THE GUARDIAN had an extraordinary little story, picked up, it seemed, from The Wall Street Journal: the Australian Prime Minister, Scott Morrison, apparently wanted to have Brian Houston, the leader of Hillsong, as a guest at a state dinner hosted by President Trump. As a mark of the influence of Charismatic megachurches, this could hardly be plainer. The second thing that made the story notable was that the White House reportedly turned down the request.
The reason suggested was that, in 2014, the Australian Royal Commission on Child Abuse found that Mr Houston had failed to alert police to allegations that his father had sexually abused nine children. Mr Houston, who was the Australian national president of the Assemblies of God when his father confessed to one case in 2000, did nothing publicly when a further investigation produced eight more children whom his father had abused.
Considering some of the religious leaders whom President Trump does honour with the light of his countenance, this seems a rather inconsistent outbreak of scruples. But, perhaps, it tends to show the way in which the new Pentecostalism, although it is an international movement, has nothing like an international organisation. Each country’s churches are anchored in their own nationalisms and loyalties. Paula White would not get invited to a state banquet in Australia, and Mr Houston cannot get into the White House.
HILLSONG, Morrison, and Trump are all anathema to mainstream European Christians. But that is no guarantee that nationalist or ethnically based Christianity does not represent the future. One of the few people to take this seriously is the philosopher John Gray, who had a long and laudatory review of Tom Holland’s book Dominion (Books, 13 September) in the New Statesman.
Gray believes, as I do, in Holland’s argument that Western humanism is an outgrowth of Christianity, and makes very little sense without it. In fact, I think that it was some of Gray’s earlier work which first made this argument coherent to me. But he’s prepared to go one step further — just as he was in his earlier work on Isaiah Berlin — and ask: what are the consequences if Christianity isn’t true?
What follows is a fairly long quotation, but I don’t think that I could improve it by paraphrase: “Holland seems to be suggesting that liberal values cannot survive the collapse of their Christian foundations. This is not a view confined to Christian believers. The nihilistic French author Michel Houellebecq appears to be thinking along similar lines, as are some atheists and agnostics. Yet I think this misreads our situation.
“It may well be that liberal values as they were understood in the past are on the way out. But the source of their decline is more paradoxical than the mere loss of Christian belief. Beyond the West, Christianity is undergoing a revival. In post-communist Russia, for example, the Orthodox Church has re-emerged strongly. But the distinctive pattern of development through which Christianity generated liberal values in western Europe was not replicated in eastern Orthodoxy, and there is nothing liberal about resurgent Christianity in Russia. . .
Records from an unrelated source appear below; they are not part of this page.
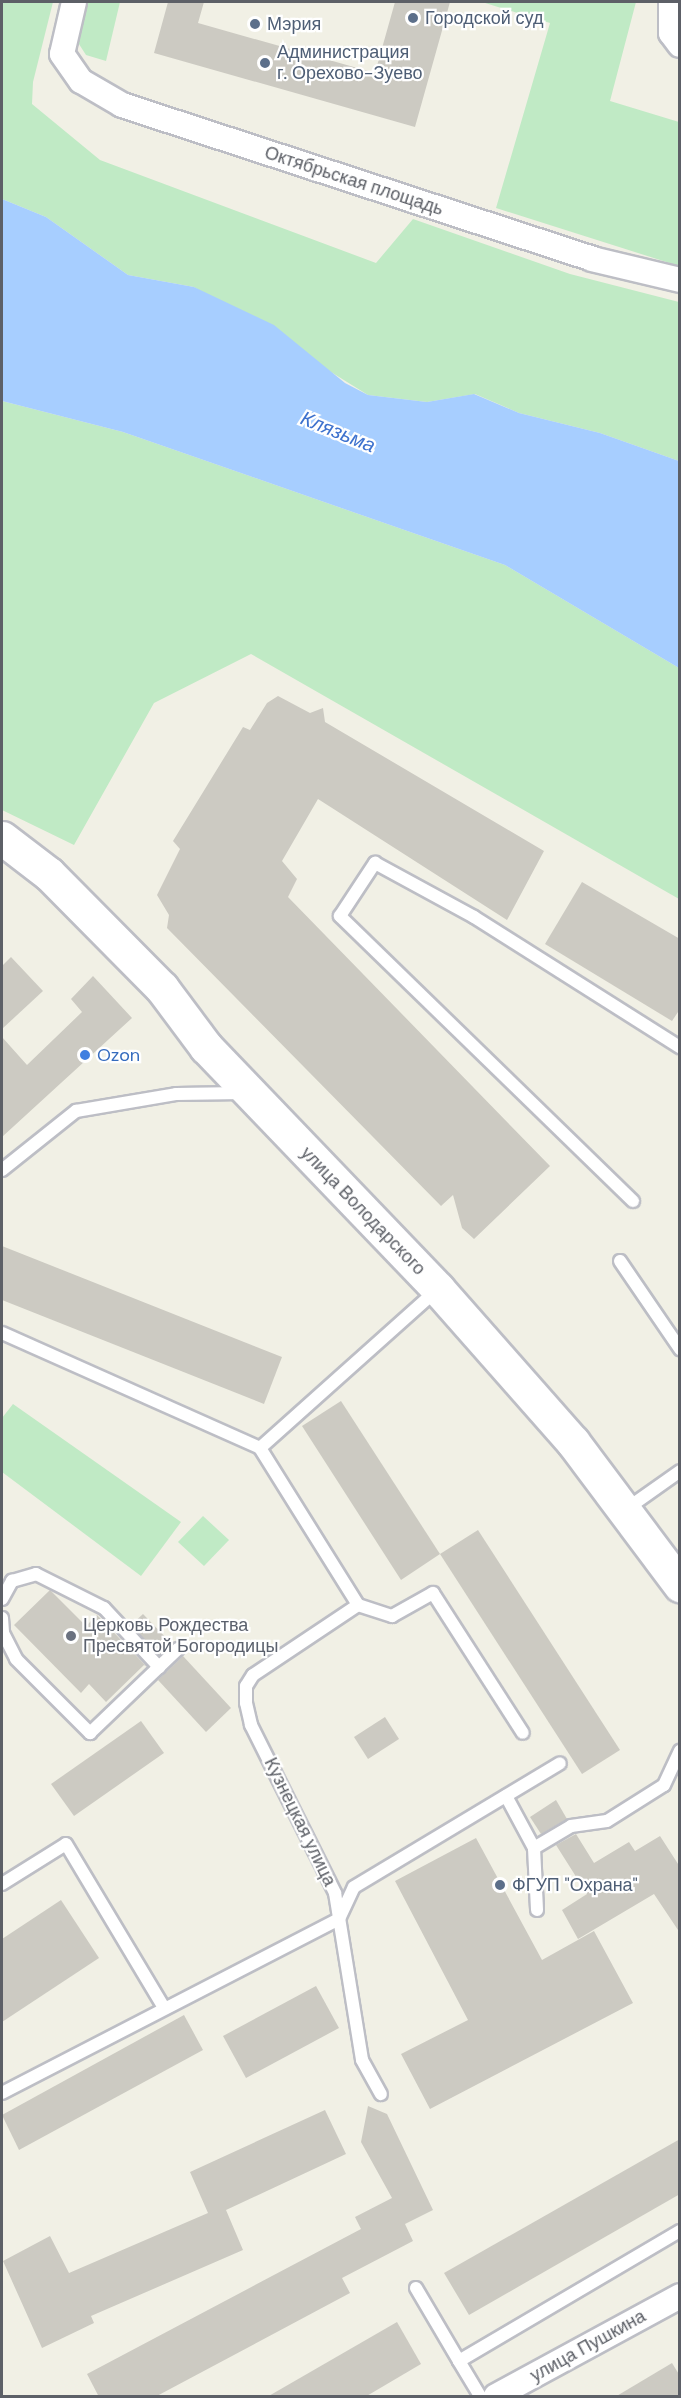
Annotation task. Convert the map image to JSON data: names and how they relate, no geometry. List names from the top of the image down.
{
  "streets": {
    "main road": ["улица Володарского"],
    "street": ["Октябрьская площадь", "улица Пушкина"],
    "lane": ["Кузнецкая улица"]
  },
  "water": ["Клязьма"],
  "places": [
    "Городской суд",
    "Мэрия",
    "Администрация г. Орехово-Зуево",
    "Ozon",
    "Церковь Рождества Пресвятой Богородицы",
    "ФГУП \"Охрана\""
  ]
}
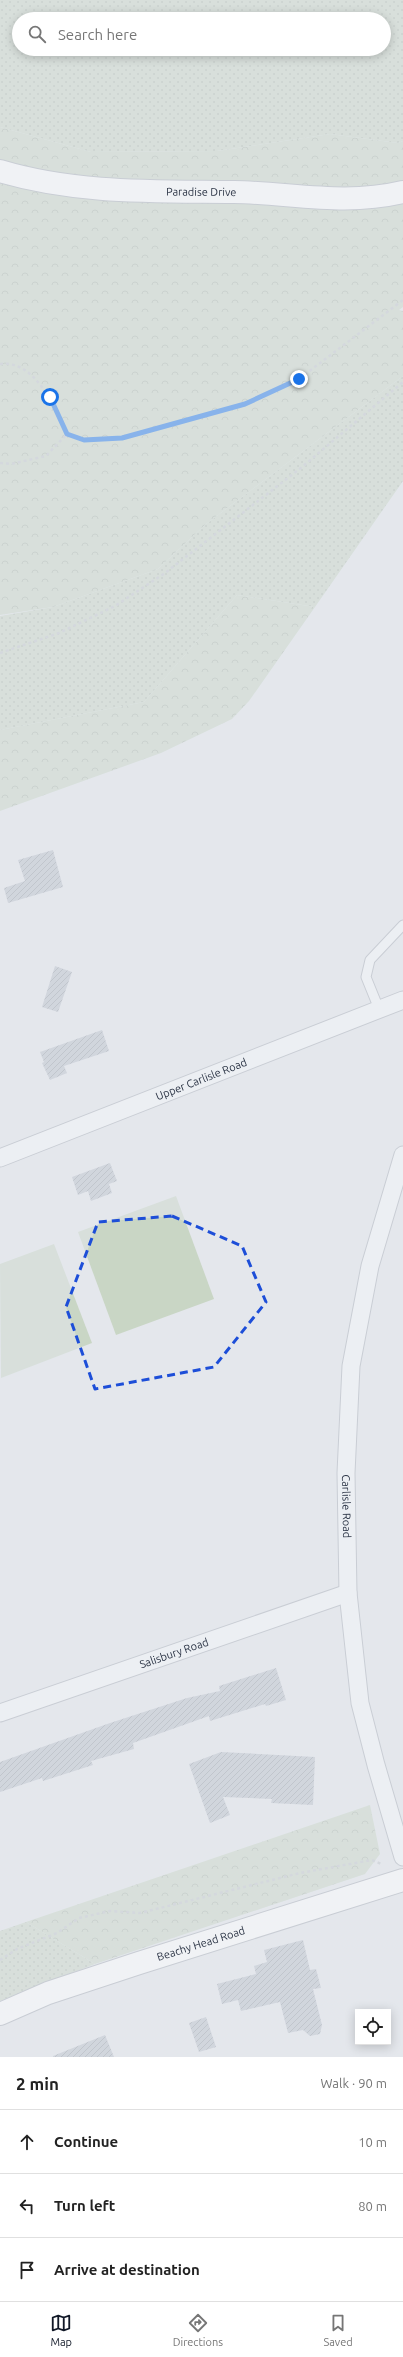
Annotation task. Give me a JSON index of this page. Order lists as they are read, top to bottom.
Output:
{
  "streets": {
    "street": [
      "Paradise Drive",
      "Upper Carlisle Road",
      "Carlisle Road",
      "Salisbury Road",
      "Beachy Head Road"
    ]
  },
  "crossings": [
    ["Carlisle Road", "Salisbury Road"]
  ],
  "page": {
    "search": "Search here",
    "heading": ["2 min", "Walk · 90 m"],
    "list": [
      ["Continue", "10 m"],
      ["Turn left", "80 m"],
      "Arrive at destination"
    ],
    "nav": ["Map", "Directions", "Saved"]
  }
}
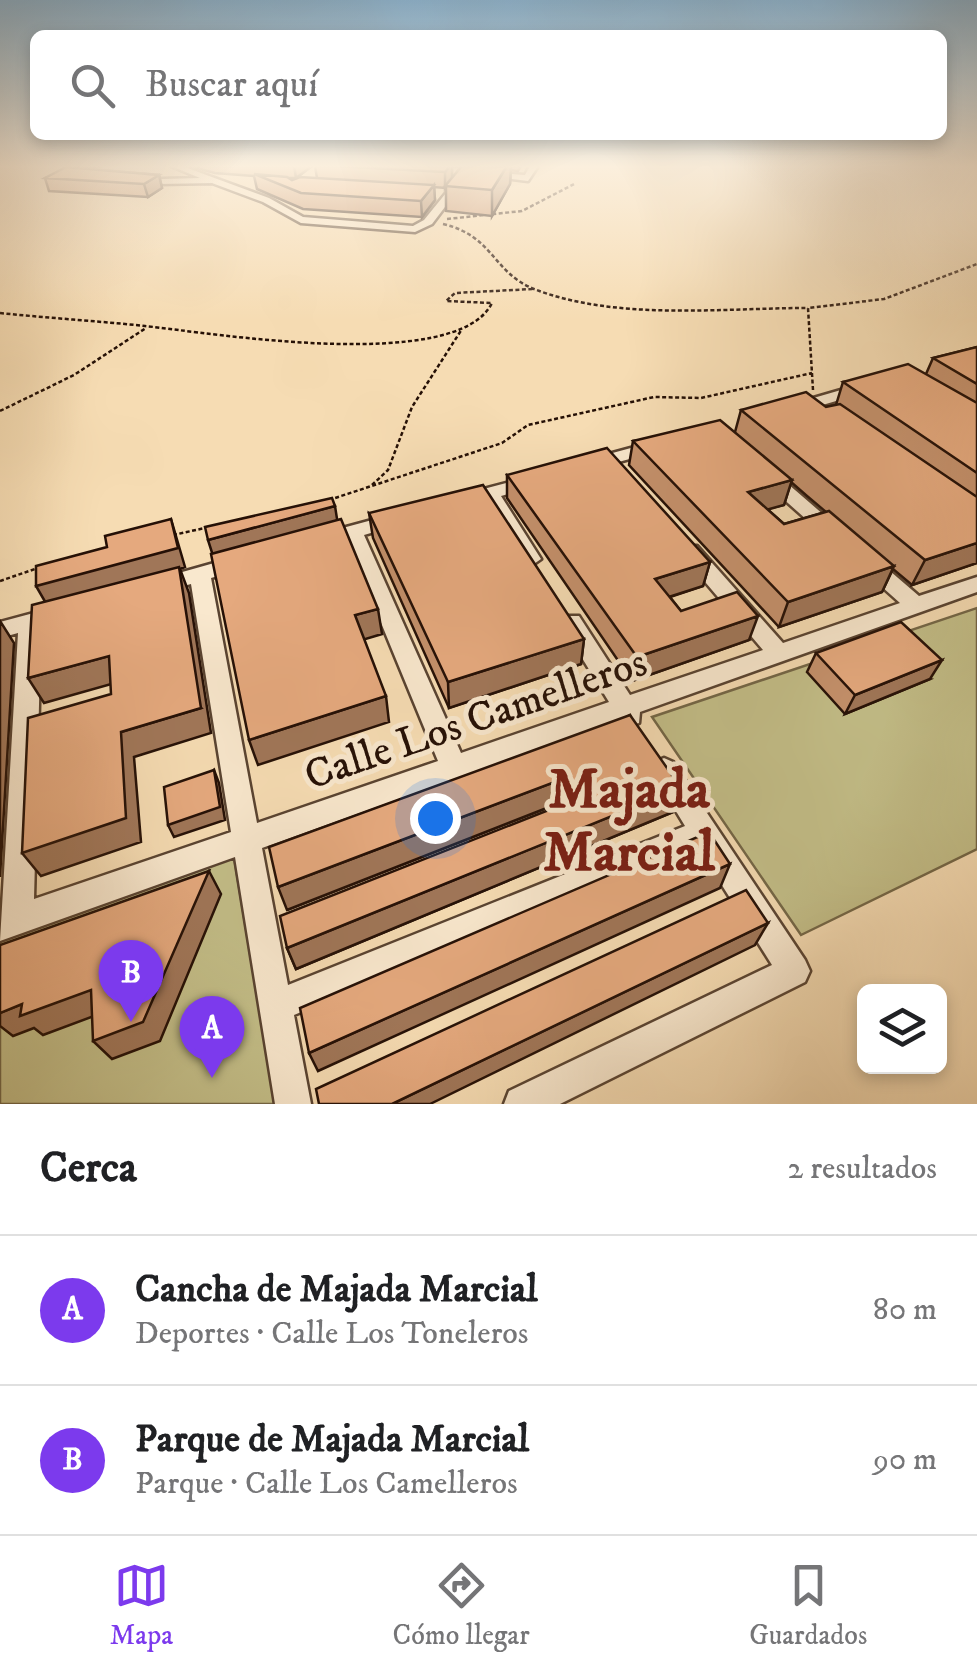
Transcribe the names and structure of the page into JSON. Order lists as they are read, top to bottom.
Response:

“The rise of Christianity was an accident, and the liberal West a spin-off. Of course the hand of God can be seen in the decision Pontius Pilate made to have Jesus crucified. In recognition of Pilate’s pivotal role in the Christian story, he is canonised as a saint in the Coptic and Ethiopian churches. But unless these and later events were providentially ordered, the triumph of Christianity was fortuitous. If any one of an uncountable number of contingencies had not occurred, Europe might still be shaped by a mix of polytheistic cults and classical philosophy and Christianity would never have spread across the globe.
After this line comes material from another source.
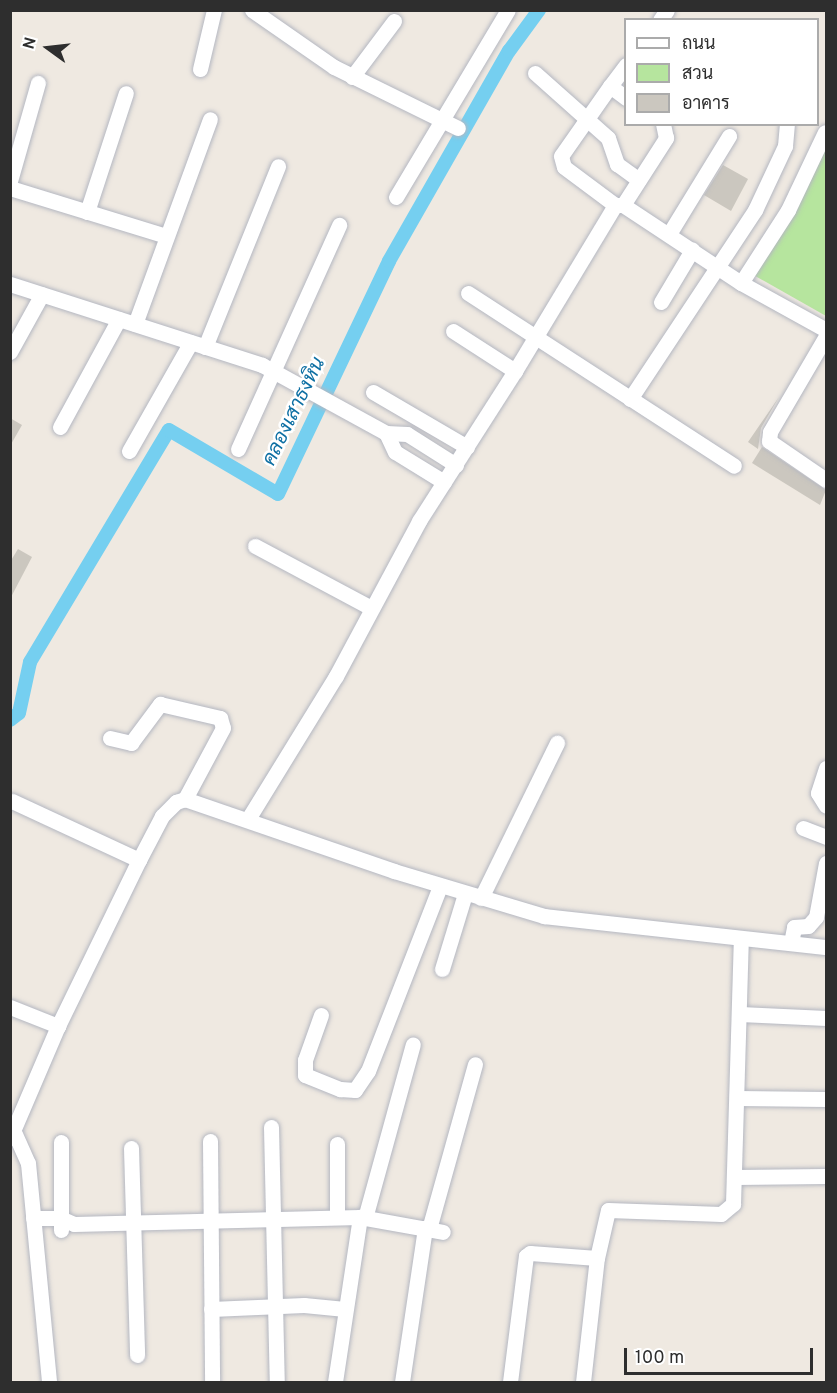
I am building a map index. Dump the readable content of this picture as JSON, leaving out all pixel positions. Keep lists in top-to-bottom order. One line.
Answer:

“Such a world might be better, in some respects, than the one that actually exists; but it would lack the vision of human equality and moral progress that formed the modern West. If they read Dominion, as they certainly should, secular liberals might pause to reflect that they acquired their deepest values by chance from a religion they despise.”
RURAL clergy in England might feel a sharp pang of recognition if they read the Washington Post this week: there was a well-written story about a married couple who are looking after three widely separated churches in rural West Virginia.
“Every Sunday, one of the Felicis starts the day at 7.15 a.m. with a 57-mile drive to the farthest of their churches, New Hope, in Minnehaha Springs. After the service, that pastor drives all the way back to Franklin, where the Felicis live, to preach at the 11 a.m. service at the church next door to their parsonage. Meanwhile, the other pastor makes a mad dash through three church services.”
The distances are one thing that distinguishes this from England; the other is the “100 year old parishioner coating cotton balls in peppermint oil to get the smell out when the skunk gets under a church building” — almost enough to reconcile you to the bats of English churches.